After a combined worship service, the congregation immediately stepped into motion and converted our worship space into a dining room to seat more than 200. (Our guests were served in several shifts.) One team mobilized the dining room so that every table had adequate servers to bring food, drinks, desserts and conversation. Another team of volunteers organized the musical entertainment. Another team set up a break room with lunch and snacks for the volunteers. Others scurried throughout the building to prepare their stations to offer Christ, “Merry Christmas” and the unique gifts of their ministry areas.
After receiving invitations in the mail, our guests had RSVP’d. Their excitement showed as the line began to form about 10 a.m. for the 1 p.m. event. After each guest family ate their meals, they were invited to visit the various Christmas stations set up throughout the building.
At the “Wesley’s Attic Station,” sponsored by our United Methodist Women, each family was invited to select gently used clothes, new socks and underwear for each of their children. 158 children were clothed at this event. We also were able to find new homes for 50 coats! For the first time this year, a dedicated, gifted member of our congregation knitted more than 300 beautiful hats, some with matching scarves.

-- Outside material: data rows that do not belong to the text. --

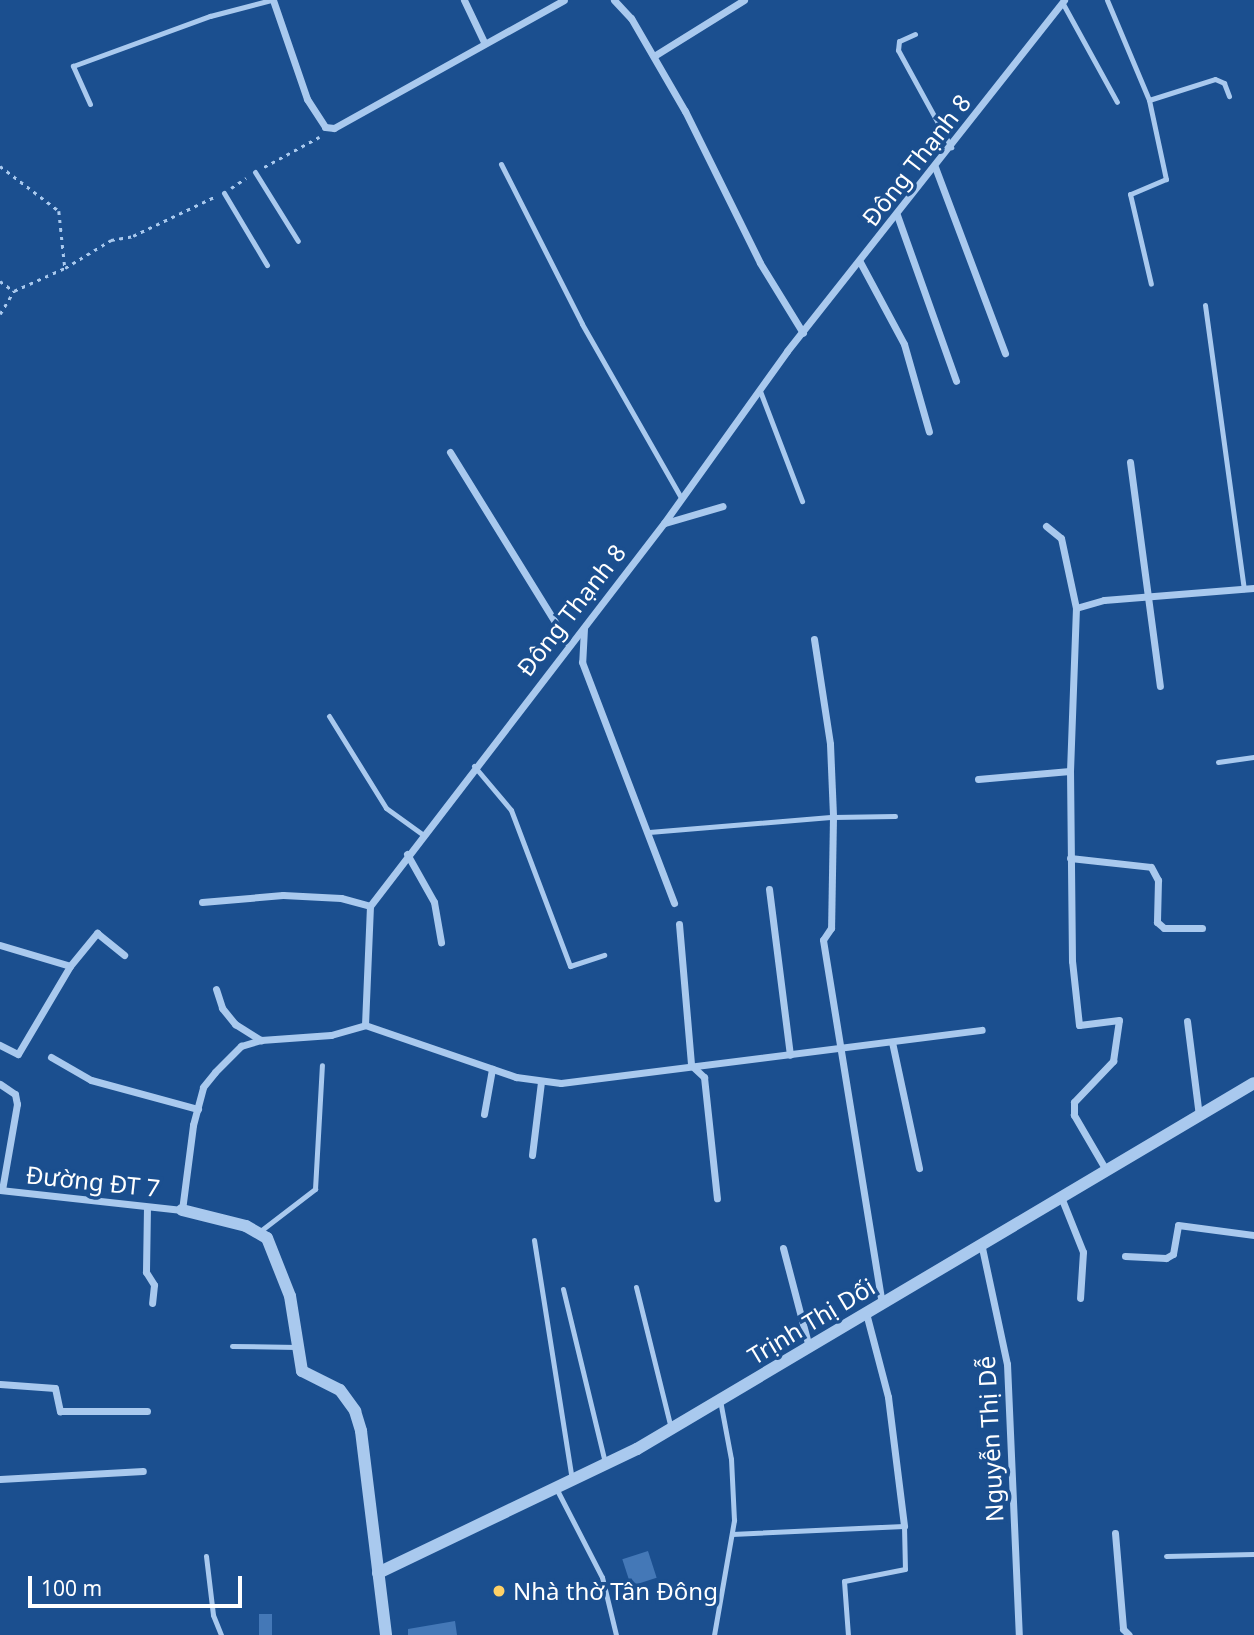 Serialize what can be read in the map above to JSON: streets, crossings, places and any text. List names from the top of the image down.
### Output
{
  "streets": {
    "street": [
      "Đông Thạnh 8",
      "Đường ĐT 7",
      "Trịnh Thị Dối",
      "Nguyễn Thị Dễ"
    ]
  },
  "crossings": [
    ["Trịnh Thị Dối", "Nguyễn Thị Dễ"]
  ],
  "places": ["Nhà thờ Tân Đông"],
  "scale_bar": "100 m"
} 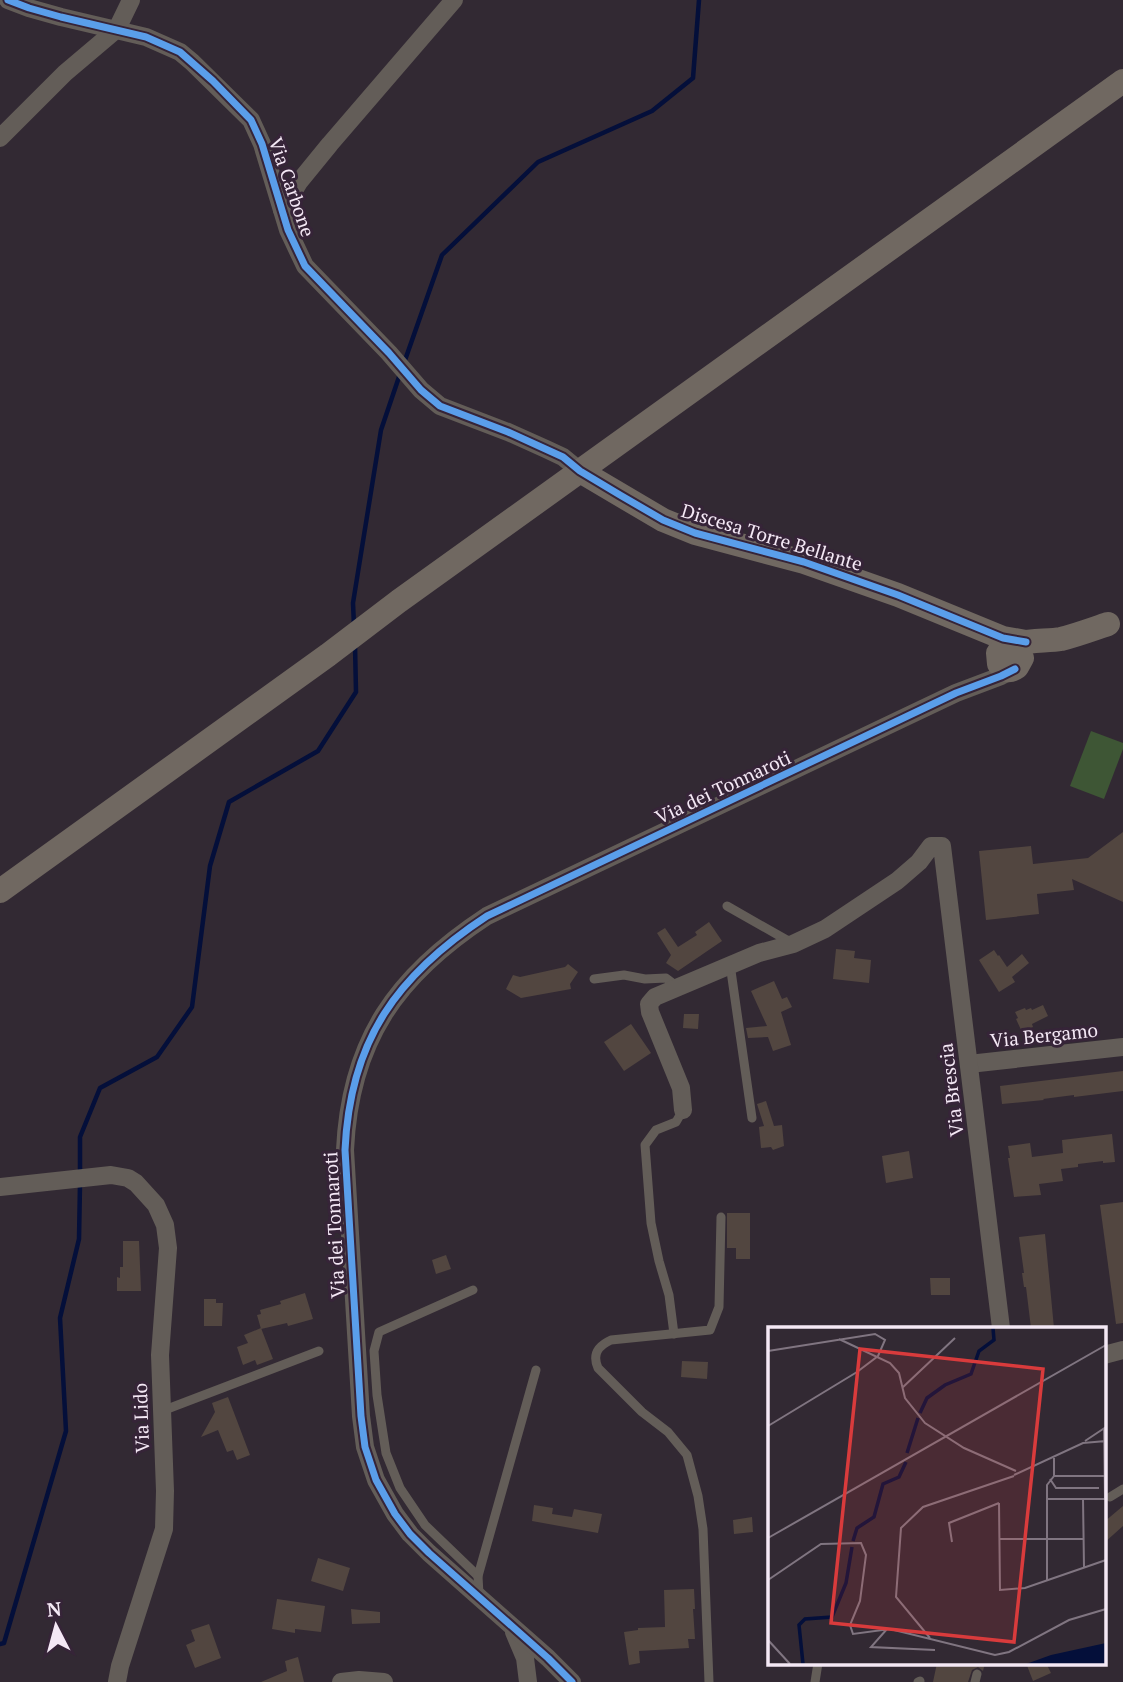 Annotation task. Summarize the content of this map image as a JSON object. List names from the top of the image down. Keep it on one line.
{"streets":{"main road":["Discesa Torre Bellante"],"street":["Via Carbone","Via dei Tonnaroti","Via Bergamo","Via Brescia","Via Lido"]},"crossings":[["Via Carbone","Discesa Torre Bellante"],["Discesa Torre Bellante","Via dei Tonnaroti"],["Via Bergamo","Via Brescia"]],"north":"top"}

Each child was allowed to select his or her own.
Parents were invited to “shop” for a free, brand-new gift purchased by the Rita Hommel Endowment and gifted from several community groups, including the Farragut Kiwanis K-Kids Group and church volunteers. Almost 200 gifts were selected and wrapped for each child present.
While the parents shopped, the children were invited into the Craft Station and then to the Book Station. More than 1,800 books in English and Spanish -- new or gently used -- had been collected. More than 1,000 books were given away. (The remaining 800 books, along with remaining Christmas gifts, were later delivered to Morgan-Scott Project.)

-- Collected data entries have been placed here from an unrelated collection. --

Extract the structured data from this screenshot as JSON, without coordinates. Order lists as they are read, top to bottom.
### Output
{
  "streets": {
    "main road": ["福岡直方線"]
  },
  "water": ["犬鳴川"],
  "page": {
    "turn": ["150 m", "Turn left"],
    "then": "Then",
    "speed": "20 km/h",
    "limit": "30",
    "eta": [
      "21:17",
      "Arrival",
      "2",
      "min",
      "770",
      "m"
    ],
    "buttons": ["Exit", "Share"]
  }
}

The Prayer Center was open with Bibles, Upper Room devotional books, prayer crosses and opportunities to pray with someone. In addition, we gathered prayer requests on cards to share with our prayer team.
The Santa Station, complete with busy elves, was a hopping, busy place as each family waited for their children to be photographed with Santa and Mrs. Claus. The keepsake photos were placed inside the frames the children had created and decorated themselves at the Craft Station.
Finally, before checking out for the day, each of the honored guests stopped by the “Bag Station.” Here, we distributed 155 grocery bags filled with ham, canned chicken, cheese, bread, pasta, spaghetti sauce, peanut butter, crackers, soups, canned vegetables, dried beans, applesauce, cereal, corn muffin mix, cookies, candy, fruit, detergent, soap, toothbrushes, toothpaste, diapers, and wipes.
During my first year as pastor at First Farragut, the congregation told me I had to see and be present at Christmas Community Day to understand what it was like. Now I can say I agree with them. This day has never felt like people who have too much are just giving things away to people in more meager circumstances. For all of the three years I have been privileged to walk among our Christmas Community, this particular day feels like what Christmas is supposed to feel like. Every person in attendance is so grateful and excited to be present, so humbled to participate in something that is more about God’s generous gifts than about us.
We are thrilled to welcome our friends back into the church home that we love, but we know it is merely a building. Some of our guests dress in Christmas finery, some in everyday clothes, some may come from their jobs. But all come with joy, and for a few hours, a new community -- a new, fully inclusive and representative body of Christ -- is created. Somehow worship is so much richer and deeper -- our communion and community are so much stronger -- when more of God’s children can gather in one space and eat, drink and laugh together.
I hope this doesn’t sound like I’m bragging on my church. I’m just trying to capture the incredible display of gracious generosity and Christmas spirit of this day. It humbles and overwhelms me – and all those who get close to it.